# Electric field in the center of an arc

1. Jul 23, 2017

### SetepenSeth

1. The problem statement, all variables and given/known data

Consider a conductor wire with a charge Q uniformly distributed, shaped in the form of an arc of radius R and amplitude 2A (were A is a given number between 0 and π).

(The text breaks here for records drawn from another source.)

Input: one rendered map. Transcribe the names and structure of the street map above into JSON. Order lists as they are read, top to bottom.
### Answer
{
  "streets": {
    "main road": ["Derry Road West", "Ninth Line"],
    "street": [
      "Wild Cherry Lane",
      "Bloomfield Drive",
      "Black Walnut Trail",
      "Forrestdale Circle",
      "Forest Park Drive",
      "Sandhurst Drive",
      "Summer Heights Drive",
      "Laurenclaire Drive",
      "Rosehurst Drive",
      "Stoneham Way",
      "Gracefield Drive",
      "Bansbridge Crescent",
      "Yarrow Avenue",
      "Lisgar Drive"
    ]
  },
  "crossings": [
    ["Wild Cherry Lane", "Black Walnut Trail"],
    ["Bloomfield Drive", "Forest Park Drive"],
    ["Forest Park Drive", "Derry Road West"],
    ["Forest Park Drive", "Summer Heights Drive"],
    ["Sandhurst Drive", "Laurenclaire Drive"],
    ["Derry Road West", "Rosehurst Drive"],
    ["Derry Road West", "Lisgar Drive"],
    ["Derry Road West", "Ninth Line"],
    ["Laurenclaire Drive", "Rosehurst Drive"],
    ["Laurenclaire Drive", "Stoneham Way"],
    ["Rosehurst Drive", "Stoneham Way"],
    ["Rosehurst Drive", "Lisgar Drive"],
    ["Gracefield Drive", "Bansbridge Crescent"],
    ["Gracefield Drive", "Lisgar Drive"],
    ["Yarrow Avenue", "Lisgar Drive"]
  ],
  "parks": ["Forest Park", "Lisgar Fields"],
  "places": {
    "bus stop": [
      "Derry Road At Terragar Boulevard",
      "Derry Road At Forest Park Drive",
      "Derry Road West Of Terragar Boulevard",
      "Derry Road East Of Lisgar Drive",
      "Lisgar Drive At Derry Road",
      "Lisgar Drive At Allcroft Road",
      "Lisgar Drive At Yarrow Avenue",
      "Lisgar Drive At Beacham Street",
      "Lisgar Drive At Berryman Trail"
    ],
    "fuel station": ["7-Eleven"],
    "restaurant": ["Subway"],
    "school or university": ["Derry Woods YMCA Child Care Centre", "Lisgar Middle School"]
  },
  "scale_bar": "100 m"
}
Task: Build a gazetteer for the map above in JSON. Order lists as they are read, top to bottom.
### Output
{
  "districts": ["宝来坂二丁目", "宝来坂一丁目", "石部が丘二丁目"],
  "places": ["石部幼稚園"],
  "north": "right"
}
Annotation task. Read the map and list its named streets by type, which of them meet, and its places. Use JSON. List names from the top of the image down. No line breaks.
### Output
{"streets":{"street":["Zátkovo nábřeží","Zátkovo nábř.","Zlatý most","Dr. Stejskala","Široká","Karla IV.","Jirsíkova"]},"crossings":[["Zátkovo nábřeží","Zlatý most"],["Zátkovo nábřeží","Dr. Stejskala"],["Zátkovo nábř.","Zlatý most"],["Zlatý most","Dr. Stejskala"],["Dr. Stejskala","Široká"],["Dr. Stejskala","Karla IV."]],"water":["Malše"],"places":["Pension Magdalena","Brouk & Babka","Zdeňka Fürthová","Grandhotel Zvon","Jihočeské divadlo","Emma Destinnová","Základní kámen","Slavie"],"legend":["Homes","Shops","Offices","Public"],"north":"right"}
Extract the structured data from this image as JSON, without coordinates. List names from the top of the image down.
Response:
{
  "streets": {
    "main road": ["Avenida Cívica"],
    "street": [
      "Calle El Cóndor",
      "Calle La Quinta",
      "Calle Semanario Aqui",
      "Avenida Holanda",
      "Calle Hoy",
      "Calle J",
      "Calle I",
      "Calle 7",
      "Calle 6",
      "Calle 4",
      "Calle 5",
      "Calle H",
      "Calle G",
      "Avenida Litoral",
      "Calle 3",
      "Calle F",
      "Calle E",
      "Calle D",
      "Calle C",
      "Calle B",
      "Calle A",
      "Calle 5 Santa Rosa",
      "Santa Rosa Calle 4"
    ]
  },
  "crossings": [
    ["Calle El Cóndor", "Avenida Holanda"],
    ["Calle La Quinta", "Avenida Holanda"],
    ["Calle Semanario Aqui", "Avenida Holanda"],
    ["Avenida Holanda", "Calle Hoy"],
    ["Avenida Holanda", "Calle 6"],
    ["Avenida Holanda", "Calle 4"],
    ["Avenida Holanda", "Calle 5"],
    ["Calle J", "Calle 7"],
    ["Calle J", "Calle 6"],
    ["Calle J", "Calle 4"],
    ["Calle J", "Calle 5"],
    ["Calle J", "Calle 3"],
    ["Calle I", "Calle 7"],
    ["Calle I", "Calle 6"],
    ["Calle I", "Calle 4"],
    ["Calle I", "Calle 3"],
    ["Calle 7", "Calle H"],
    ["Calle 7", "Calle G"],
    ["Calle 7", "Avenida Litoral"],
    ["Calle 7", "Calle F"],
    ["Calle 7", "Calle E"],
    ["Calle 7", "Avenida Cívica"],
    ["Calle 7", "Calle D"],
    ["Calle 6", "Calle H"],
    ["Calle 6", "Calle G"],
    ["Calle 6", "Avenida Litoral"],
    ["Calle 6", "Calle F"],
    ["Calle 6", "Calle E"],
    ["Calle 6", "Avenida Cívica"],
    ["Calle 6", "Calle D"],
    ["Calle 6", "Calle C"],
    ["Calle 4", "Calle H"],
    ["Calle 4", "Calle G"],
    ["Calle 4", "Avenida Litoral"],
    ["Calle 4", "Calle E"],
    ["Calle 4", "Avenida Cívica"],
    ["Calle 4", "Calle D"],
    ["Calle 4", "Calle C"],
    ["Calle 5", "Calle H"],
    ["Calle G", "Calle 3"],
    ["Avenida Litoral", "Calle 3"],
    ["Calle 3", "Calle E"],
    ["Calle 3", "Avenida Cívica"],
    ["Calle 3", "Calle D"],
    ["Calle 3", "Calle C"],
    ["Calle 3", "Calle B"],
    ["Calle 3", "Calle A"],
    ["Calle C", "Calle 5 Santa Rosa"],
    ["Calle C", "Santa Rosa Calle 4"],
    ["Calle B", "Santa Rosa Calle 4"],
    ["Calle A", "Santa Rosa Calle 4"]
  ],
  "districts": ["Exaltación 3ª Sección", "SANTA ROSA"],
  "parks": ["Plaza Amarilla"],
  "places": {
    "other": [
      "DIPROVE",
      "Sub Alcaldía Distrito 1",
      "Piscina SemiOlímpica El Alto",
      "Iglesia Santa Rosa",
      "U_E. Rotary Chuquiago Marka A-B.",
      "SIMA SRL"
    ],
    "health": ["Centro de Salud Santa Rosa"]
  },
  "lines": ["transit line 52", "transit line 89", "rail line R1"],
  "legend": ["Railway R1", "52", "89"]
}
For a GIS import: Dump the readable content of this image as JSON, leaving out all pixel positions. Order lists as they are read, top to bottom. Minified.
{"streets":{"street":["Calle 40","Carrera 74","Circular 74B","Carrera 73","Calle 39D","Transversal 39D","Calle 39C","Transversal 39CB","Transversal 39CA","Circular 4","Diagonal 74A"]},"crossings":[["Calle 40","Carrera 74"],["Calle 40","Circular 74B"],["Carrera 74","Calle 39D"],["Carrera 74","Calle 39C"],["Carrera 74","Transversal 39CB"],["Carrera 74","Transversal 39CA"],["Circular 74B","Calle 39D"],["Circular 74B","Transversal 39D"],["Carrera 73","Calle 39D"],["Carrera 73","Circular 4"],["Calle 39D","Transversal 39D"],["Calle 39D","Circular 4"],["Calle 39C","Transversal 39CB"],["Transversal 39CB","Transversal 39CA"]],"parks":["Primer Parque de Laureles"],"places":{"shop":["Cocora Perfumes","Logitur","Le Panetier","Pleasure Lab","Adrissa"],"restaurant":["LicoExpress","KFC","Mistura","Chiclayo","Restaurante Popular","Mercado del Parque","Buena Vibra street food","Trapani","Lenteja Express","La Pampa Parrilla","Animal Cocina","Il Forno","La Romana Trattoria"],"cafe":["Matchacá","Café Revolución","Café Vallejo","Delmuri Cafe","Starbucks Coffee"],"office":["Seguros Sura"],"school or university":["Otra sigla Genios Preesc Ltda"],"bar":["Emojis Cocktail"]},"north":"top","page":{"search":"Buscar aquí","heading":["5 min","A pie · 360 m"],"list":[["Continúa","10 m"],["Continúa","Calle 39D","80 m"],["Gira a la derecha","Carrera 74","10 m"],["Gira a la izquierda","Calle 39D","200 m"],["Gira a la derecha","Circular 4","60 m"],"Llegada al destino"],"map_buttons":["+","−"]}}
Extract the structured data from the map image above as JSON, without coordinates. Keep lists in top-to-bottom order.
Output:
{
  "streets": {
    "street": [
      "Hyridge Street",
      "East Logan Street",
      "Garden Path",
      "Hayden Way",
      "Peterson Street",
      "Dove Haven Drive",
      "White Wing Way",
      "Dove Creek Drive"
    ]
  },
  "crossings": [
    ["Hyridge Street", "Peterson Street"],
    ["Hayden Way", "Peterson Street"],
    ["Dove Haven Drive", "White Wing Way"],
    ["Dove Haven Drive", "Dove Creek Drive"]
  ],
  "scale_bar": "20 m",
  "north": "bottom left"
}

Find the value of the electric field in the center of the arc.

2. Relevant equations

$E(P)= \int K_e (dq/r^2)$

Where $K_e$ is the electrostatic constant

3. The attempt at a solution

Since the charge is uniformly distributed I'm considering the charge density as λ= Q/L thus Q= λL, where L = 2A. The point P is the center of the arc.

So the integral becomes

$E(P)= \int K_e (λL/R^2)$

Getting out the constants, integrating on dL and selecting the limits 0 - L=2A

$E(P)= K_e λ/R^2 \int_0^L LdL$

And solving:

$E(P)= 2A K_e λ / R^2$

However, if I leave it in terms of Q and Pi, the expression oversimplifies and the term 2A goes away

$E(P)= 2A Q / 4πε_0 R^2 2A$ $=Q/4πε_0 R^2$

So I got the serious feeling I'm getting something wrong here. Perhaps integrate in terms of the angle?

2. Jul 23, 2017

### haruspex

E is a vector. You need to integrate it as such. An integral is a sum. How do you add vectors?

3. Jul 23, 2017

### SetepenSeth

I think I'll start from scratch cause I don't follow

4. Jul 23, 2017

### haruspex

For example, consider the case where the arc goes through 180 degrees. The field at the centre from the charge at one end of the arc is equal and opposite to that from the charge at the other end of the arc, so those cancel.
Choose a coordinate system and write the field as components in that system. You can then integrate each component separately.